村雨流剣術
「ほう、あれから少しは成長したのだな。」
「あんな惨敗をしたのは初めてなんでな、最初から本気で行かせてもらう。一ノ型『三日月』!!」
2週間前より確実に成長した一撃が刹那を襲う。音速ほどに成長した抜刀では流石の鬼人でも捕らえることは難しいはずだ。しかしそんな思いも簡単に打ち砕かれた。
「遅い!」
軽々と受け止められた一撃を前に憂う暇などなく容赦のない反撃が飛んでくる。
抜刀の構えか。今の俺なら力の流れを読んで弱い部分に付け込み防ぐことが出来る。そうして防御の姿勢を取ったのだが、その体勢が意外な形で崩れてしまう。
「一ノ型『三日月』」
「な!?」
余りの動揺に体勢を崩した俺は場外まで飛ばされそうになるが何とか耐える。何故?そんなことを考えている余裕もなく刹那は追い打ちをかけて来る。
「三ノ型『残月』」
後ろが場外なのが分かっているから右に躱して体勢を整える。そして更に横凪の一撃。これは避けられないと感じ防御を取る。
「何故と言ったような顔だな?」
「残月は見せたことないはず!?一体どうやって...?」
その瞬間刹那の込める力が強くなりじりじりと後ろに後ろに押し込まれる。
「簡単な話だ。君の祖父には世話になった、それだけだ。」
そして更に強くなった力に押し負け後ろに吹き飛ばされてしまう。マズいと思った時にはもう遅かった。リングの角まで来てしまった俺に更なる追い打ちが放たれる。
「四ノ型『彗星』」
体勢が整っていない状態での防御がいけなかったのか俺の刀は音を立てて真っ二つに折れてしまった。そしてそれと同じく俺の闘志も消えてしまった。
「勝者、――学園、刹那!」
また負けた。手も足も出なかった。その事実が俺の心を打ち付ける。悔しい、どうすれば勝てたのか。俺の頭はそんな後悔ばかりだった。そんな俺に刹那は話しかけて来る。

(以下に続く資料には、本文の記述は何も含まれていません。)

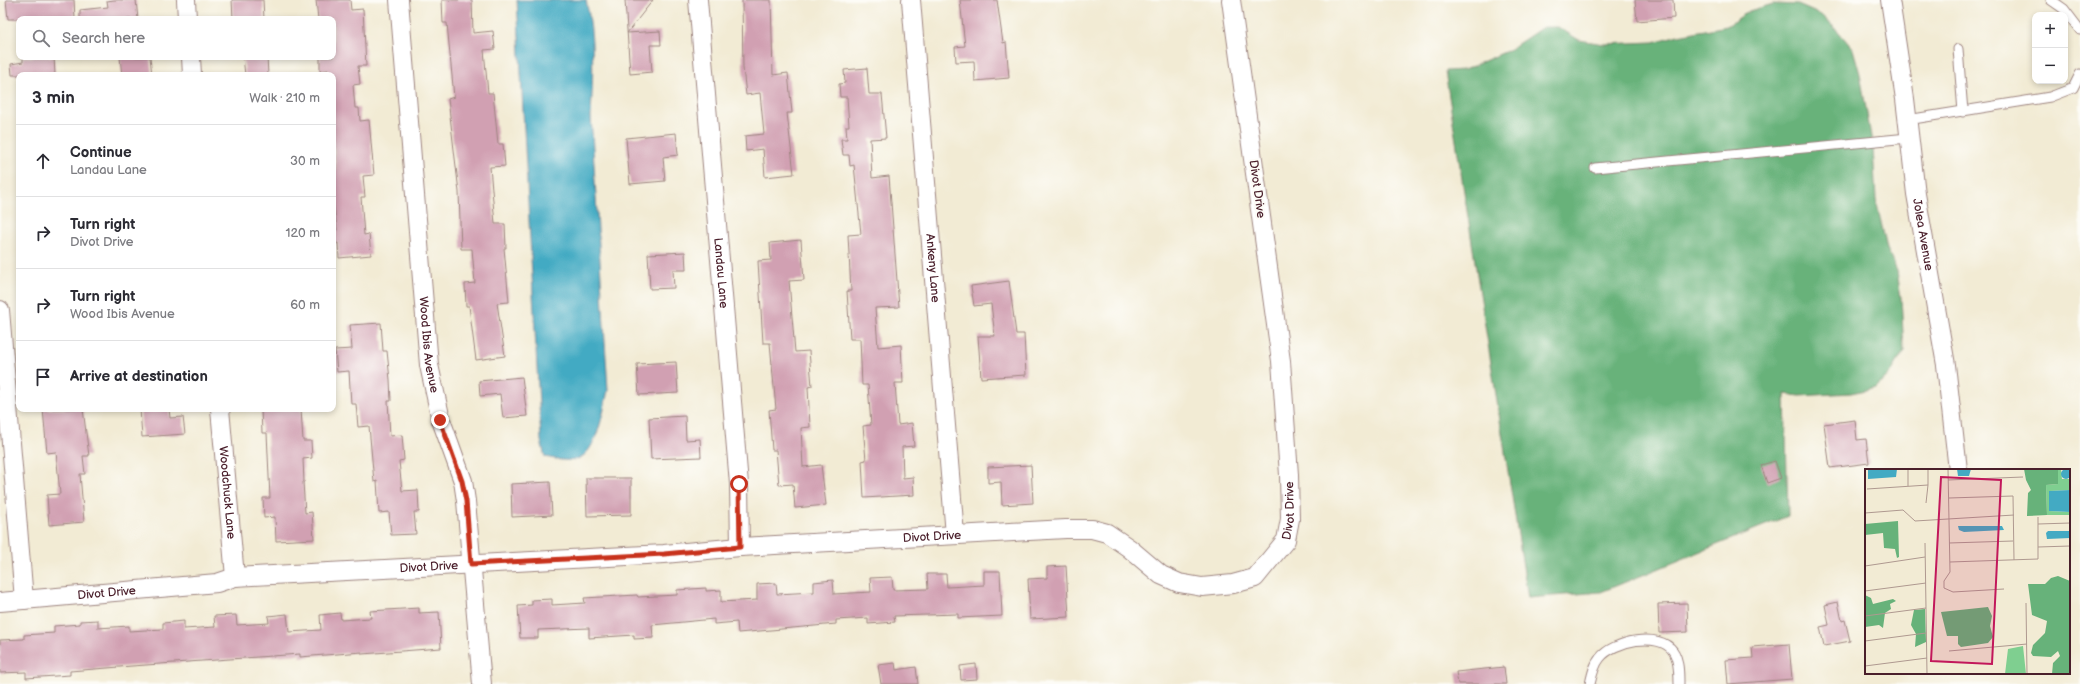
<!DOCTYPE html>
<meta charset="utf-8">
<style>
body{margin:0;font-family:"Balsamiq Sans",sans-serif;background:#f7f7f7;color:#2b2b33}
.controls{position:absolute;right:12px;top:12px;display:grid;overflow:hidden;border-radius:8px;box-shadow:0 2px 6px #0003}
.controls button{width:36px;height:36px;display:grid;place-items:center;padding:0;border:0;border-bottom:1px solid #e1e1e2;background:#fff;color:#2b2b33;font:20px sans-serif}
.stop{position:absolute;width:12px;height:12px;margin:-9px;border:3px solid #c8321e;border-radius:50%;background:#fff}
.stop.end{background:#c8321e;border-color:#fff;box-shadow:0 1px 4px #0008}
.list{margin:0;padding:0;list-style:none}
h2{display:flex;justify-content:space-between;align-items:center;height:52px;margin:0;padding:0 16px;font-size:17px}
h2 small{font-size:13px;font-weight:400;color:#7c7c81}
.list li{display:grid;grid-template-columns:26px 1fr auto;gap:12px;align-items:center;box-sizing:border-box;height:72px;padding:0 16px;border-top:1px solid #e1e1e2}
.list b{display:block;font-size:15px;white-space:nowrap}
.list p{margin:0;font-size:13px;white-space:nowrap;color:#7c7c81}
.list em{font-size:13px;font-style:normal;color:#7c7c81}
.icon{flex:none;width:22px;height:22px;fill:none;stroke:currentColor;stroke-width:2;stroke-linecap:round;stroke-linejoin:round}
.map{position:relative;flex:none;width:2080px;height:684px;overflow:hidden}
.search{position:absolute;background:#fff;box-shadow:0 2px 6px #0003;left:16px;top:16px;width:320px;height:44px;display:flex;align-items:center;gap:10px;box-sizing:border-box;padding:0 14px;border-radius:8px;color:#7c7c81;font-size:15px}
.panel{position:absolute;background:#fff;box-shadow:0 2px 6px #0003;left:16px;top:72px;width:320px;height:340px;border-radius:8px}
.map>svg:first-child{display:block}
</style>
<div class="map">
<svg width="2080" height="684" viewBox="0 0 2080 684">
<rect width="100%" height="100%" fill="#fdfcf7"/>
<filter id="ink" filterUnits="userSpaceOnUse"><feTurbulence type="fractalNoise" baseFrequency=".025" numOctaves="2"/><feDisplacementMap in="SourceGraphic" scale="8" xChannelSelector="R" yChannelSelector="G"/><feConvolveMatrix kernelMatrix="1 2 1 2 8 2 1 2 1" color-interpolation-filters="sRGB"/></filter>
<filter id="wash" filterUnits="userSpaceOnUse"><feTurbulence type="fractalNoise" baseFrequency=".012" numOctaves="4" result="noise"/><feDisplacementMap in="SourceGraphic" scale="16" xChannelSelector="R" yChannelSelector="G"/><feGaussianBlur stdDeviation="0.9" result="paint"/><feColorMatrix in="noise" values="0 0 0 0 0 0 0 0 0 0 0 0 0 0 0 0 0 1.4 0 .05"/><feComposite in="paint" operator="in"/></filter>
<g filter="url(#wash)">
<rect width="100%" height="100%" fill="#f2ebd4"/>
<!-- forest -->
<path fill="#67b27a" stroke="#586852" d="M1773,4L1798,5L1821,15L1838,31L1853,49L1860,74L1873,148L1876,200L1887,249L1897,271L1901,298L1904,351L1892,371L1876,388L1851,393L1799,396L1785,394L1788,516L1601,592L1528,598L1445,71L1464,70L1507,51L1543,27H1558L1579,40L1604,44L1654,42L1678,35L1727,26L1749,11Z"/>
<!-- water -->
<path fill="#43aac3" stroke="#466477" d="M517,0H586C595,38 593,77 591,116L608,390C604,408 597,454 577,459C567,462 555,459 545,457L541,441Z"/>
<g id="blocks">
<!-- building -->
<g fill="#d1a0b2">
<path d="M6,0H74L75,19H8Z"/>
<path d="M114,0H136L138,19H80V10L108,7L107,1Z"/>
<path d="M232,0H263L264,19H233Z"/>
<path d="M316,0H350L351,10L363,9L366,66H358L360,84L353,85L355,108H359L360,121L369,120L374,175L363,176L365,197H361L364,235L369,234L371,255L339,258L338,243L333,244V230H337L333,199V169H336L333,142V75H328V70L320,71V57H333V19H318Z"/>
<path d="M442,0H472L473,33L493,31L495,49L484,50L488,93H493L498,144H503L505,166L490,167L495,224H505L506,248H504L509,302L497,303L505,356L476,360L469,306H466L465,284L475,283L472,249H461L459,192L448,99L454,97L447,23H443Z"/>
<path d="M625,0H653L627,33L660,31L661,45H650L652,72L630,74Z"/>
<path d="M742,0H771L773,75L788,73L792,113H787L794,174L765,177L763,149L746,151L745,136L764,134L760,93L746,95L743,68Z"/>
<path d="M960,0H997L1003,43L1006,42L1009,78L975,81L974,61L956,62L955,47L965,46Z"/>
<path d="M1635,0H1673L1674,18L1637,21Z"/>
<path d="M23,57H54L55,75H12L11,64L23,62Z"/>
<path d="M120,57H150L152,75H122Z"/>
<path d="M243,57H267L268,75H245Z"/>
<path d="M867,68L869,94H882L886,138L870,139L872,178L889,176L899,307L875,308L878,347L901,345L903,383H895L898,425L912,423L914,446L902,447L903,478L913,477L914,495L864,498L862,461L866,460L863,426L871,425L868,385H862L860,339H850L847,291H851L848,235L861,234L854,165L850,166L849,155H843L841,139H847L846,126H849L847,97H840L839,84L845,83L844,70Z"/>
<path d="M676,133L678,155L663,157L665,181L630,184L626,138Z"/>
<path d="M801,240L804,280L789,281L795,352L809,351L812,386L808,387L810,427L801,428L803,467L821,465L826,505L795,508L793,484L779,485L776,450H772L769,410L776,409L770,343H763L758,261L771,260L770,243Z"/>
<path d="M685,252L686,270H673L674,288L650,289L648,254Z"/>
<path d="M1009,281L1016,334H1024L1026,375L981,378L978,336H995L991,304L974,306L971,286Z"/>
<path d="M381,323L383,351H387L390,380L391,401H388L390,436L402,435L404,460L399,461L402,491L418,490L419,512H414L416,534L391,535L389,512L379,513L377,481L374,482L369,426L358,427L356,404H351L349,371L337,372L335,350L352,349L350,325Z"/>
<path d="M676,362L678,393L639,395L637,364Z"/>
<path d="M522,377L527,416L503,418L500,394L480,396L479,381Z"/>
<path d="M43,409H83L89,456H83L85,474H80L84,522L49,525L47,495L60,494L56,452L47,453Z"/>
<path d="M140,409H169L170,418L183,417L185,434L142,437Z"/>
<path d="M301,409L303,441H311L312,458L303,459L304,482H303L305,513L312,512L314,539L276,541L275,517L264,518L263,498H270L267,433H262L261,410Z"/>
<path d="M685,416L686,440L700,439L701,457L651,459L649,418Z"/>
<path d="M1855,420L1857,440L1866,439L1869,463L1830,468L1824,424Z"/>
<path d="M1775,461L1781,478L1767,483L1761,465Z"/>
<path d="M1031,465L1033,503L1002,505L1001,482L988,483V467Z"/>
<path d="M586,478H631V515L587,516Z"/>
<path d="M550,482L552,515L512,517L511,484Z"/>
<path d="M1066,566L1069,617L1030,619L1028,579L1047,578V567Z"/>
<path d="M984,571H1000L1002,616L958,618V614L894,616L895,622L868,624V618L836,620V624L738,633L737,622L714,624V619L652,625L653,638L634,639V635L589,638V628L538,630V638H520L518,606L532,605V600L552,599V605L585,603L584,598L637,595L638,597L677,595V590L706,588V591L721,590V602L757,600V584L776,583L777,594L814,592V582L833,580L834,594L871,592L870,578L892,577L893,590L928,589L927,574H946L947,587L984,585Z"/>
<path d="M1838,602L1842,621L1845,620L1850,641L1824,646L1820,627L1829,625L1825,605Z"/>
<path d="M1687,603L1688,632L1659,633L1658,604Z"/>
<path d="M419,608V613L439,612L441,648L362,654V652L300,657V654L132,666L70,671V675L26,678V672L0,673V640L24,639V635L54,633V626L80,624V621L98,620V628L129,626V631L163,629V623L184,621V629L215,627L214,616L236,615L237,625L269,623L268,616L287,614L289,632L321,630L320,615L340,613L341,620L371,618L370,611Z"/>
<path d="M1789,644L1792,679L1728,684L1726,660L1753,658L1752,647Z"/>
<path d="M895,663L896,670L916,667L918,684H881L878,665Z"/>
<path d="M976,664L977,679L961,680L960,666Z"/>
<path d="M1504,667L1506,684H1458L1456,672Z"/>
</g>
</g>
</g>
<g filter="url(#ink)">
<use href="#blocks" fill-opacity="0" stroke="#9e8580" stroke-width="1"/>
<g fill="none" stroke-linecap="round" stroke-linejoin="round">
<defs>
<g id="lane">
<path d="M2051,0L2064,9L2080,30"/>
<path d="M1958,49L1963,112"/>
<path d="M1907,120L2050,97L2073,88L2080,74"/>
<path d="M1595,168L1908,138"/>
<path d="M1590,684C1592,675 1594,665 1600,658C1613,641 1659,631 1673,651C1679,659 1679,674 1679,684"/>
</g>
<g id="street">
<path d="M186,0L187,19"/>
<path id="s1" d="M399,0L429,365L441,420L463,481L466,501L482,684"/>
<path id="s2" d="M698,0L739,484L740,547"/>
<path id="s3" d="M911,0L955,535"/>
<path id="s4" d="M1890,0L1905,99L1916,194L1946,365L1958,470"/>
<path d="M191,57L192,75"/>
<path d="M0,310L24,600"/>
<path id="s5" d="M220,409L235,577"/>
<path id="s6" d="M0,602L217,583L235,577L664,554L740,547L1066,529H1092L1107,533L1129,548L1161,575L1179,583L1202,587L1233,584L1255,578L1286,540L1290,519L1289,475L1281,361L1231,0"/>
</g>
</defs>
<!-- lane casing -->
<use href="#lane" stroke="#9e8580" stroke-width="11"/>
<!-- street casing -->
<use href="#street" stroke="#9e8580" stroke-width="20"/>
<!-- lane -->
<use href="#lane" stroke="#fff" stroke-width="9"/>
<!-- street -->
<use href="#street" stroke="#fff" stroke-width="18"/>
</g>
</g>
<g fill="none" stroke-linecap="round" stroke-linejoin="round" filter="url(#ink)">
<!-- route -->
<path stroke="#c8321e" stroke-width="5" d="M440,420L462,481L466,501L471,564L664,554L740,547L739,484"/>
</g>
<g text-anchor="middle" dominant-baseline="central" stroke-width="4" stroke-linejoin="round" paint-order="stroke">
<!-- street labels -->
<g font-size="12" fill="#4a1f2b" stroke="#fdfcf7">
<text transform="translate(1257 189) rotate(82)">Divot Drive</text>
<text stroke="none"><textPath href="#s4" startOffset="237">Jolea Avenue</textPath></text>
<text stroke="none"><textPath href="#s3" startOffset="269">Ankeny Lane</textPath></text>
<text stroke="none"><textPath href="#s2" startOffset="274">Landau Lane</textPath></text>
<text stroke="none"><textPath href="#s1" startOffset="346">Wood Ibis Avenue</textPath></text>
<text stroke="none"><textPath href="#s5" startOffset="84">Woodchuck Lane</textPath></text>
<text stroke="none"><textPath href="#s6" startOffset="1355">Divot Drive</textPath></text>
<text stroke="none"><textPath href="#s6" startOffset="935">Divot Drive</textPath></text>
<text stroke="none"><textPath href="#s6" startOffset="431">Divot Drive</textPath></text>
<text stroke="none"><textPath href="#s6" startOffset="107">Divot Drive</textPath></text>
</g>
</g>
<!-- overview -->
<g transform="translate(1865 469)">
<rect width="205" height="205" fill="#f2ebd4"/>
<path d="M193,0H196L197,10H205V21L185,22L184,42L205,43V46H182L181,16L193,15ZM158,177L161,205H140L143,180Z" fill="#7fcf90"/>
<path d="M159,0H193V15L181,16L182,46L162,47L163,24L166,21L161,11ZM33,52L34,88L32,89L30,80L19,79L18,64L0,66V55ZM193,107L205,112L204,205H187L188,194L195,187L193,182L186,188L168,187L166,184L168,176L180,164L182,152L167,146L163,115H180L186,109ZM0,126L6,129L8,135L28,130L31,132L25,135L26,140L20,144L18,159L14,156L0,158ZM123,138L127,147L125,157L128,168L123,174L96,178L93,175V167H82L76,143ZM60,140L61,173L50,178L51,165L46,156L49,141Z" fill="#67b27a"/>
<path d="M196 5a5 5 0 1 1 10 0a5 5 0 1 1-10 0ZM3,0H32L31,8L3,10ZM92,0H106L104,7H93ZM205,21V43L184,42V22ZM93,57H137L139,61L99,63L94,61ZM183,62H205V69L182,70L181,64Z" fill="#43aac3"/>
<path fill="none" stroke="#af9990" stroke-width="1" d="M43,0V17M83,0L85,103L79,112V119L88,123L139,120M83,11L158,8M2,20L63,16V0M84,29L148,27L149,91M61,34L63,16M0,44L38,41L50,52L149,46M173,55L205,54M60,74L62,205M84,74L148,72M173,78L205,77M85,93L173,90V48M0,97L60,88M0,122L61,114M161,134L162,205M0,147L61,139M0,172L61,164M84,182L162,175M0,197L62,189"/>
<path fill="#c2185b" fill-opacity="0.15" stroke="#c2185b" stroke-width="2" d="M76,8L136,11L127,195L66,192Z"/>
<rect width="205" height="205" fill="none" stroke="#4a1f2b" stroke-width="2"/>
</g>
</svg>
<div class="controls">
<button>+</button>
<button>−</button>
</div>
<div class="stop" style="left:739px;top:484px"></div>
<div class="stop end" style="left:440px;top:420px"></div>
<div class="search"><svg class="icon" aria-label="search" viewBox="0 0 24 24"><circle cx="10" cy="10" r="6"/><path d="M15 15l6 6"/></svg>Search here</div>
<section class="panel">
<h2>3 min<small>Walk · 210 m</small></h2>
<ul class="list">
<li><svg class="icon" aria-label="ahead" viewBox="0 0 24 24"><path d="M12 20V5M6 11l6-6 6 6"/></svg><div><b>Continue</b><p>Landau Lane</p></div><em>30 m</em></li>
<li><svg class="icon" aria-label="right" viewBox="0 0 24 24"><path d="M7 20v-9h11M14 6l5 5-5 5"/></svg><div><b>Turn right</b><p>Divot Drive</p></div><em>120 m</em></li>
<li><svg class="icon" aria-label="right" viewBox="0 0 24 24"><path d="M7 20v-9h11M14 6l5 5-5 5"/></svg><div><b>Turn right</b><p>Wood Ibis Avenue</p></div><em>60 m</em></li>
<li><svg class="icon" aria-label="arrive" viewBox="0 0 24 24"><path d="M6 21V4h12l-3 4 3 4H6"/></svg><div><b>Arrive at destination</b></div></li>
</ul>
</section>
</div>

「前より強くなった。俺が村雨流剣術を習得していなかったらこの試合は負けていただろう。」
「なんだよ、それ。」
「君にはこの試合で負けてもらう必要があった。フィーから目を離すな。」
「え?」
刹那はその疑問の答えることなく刀を仕舞い退場しようとしていた。
「ああそれとフィーの母のことだが、『王家の谷』を調べてみろ。」
色々聞きたいことがあったが呼び止める前に行ってしまった。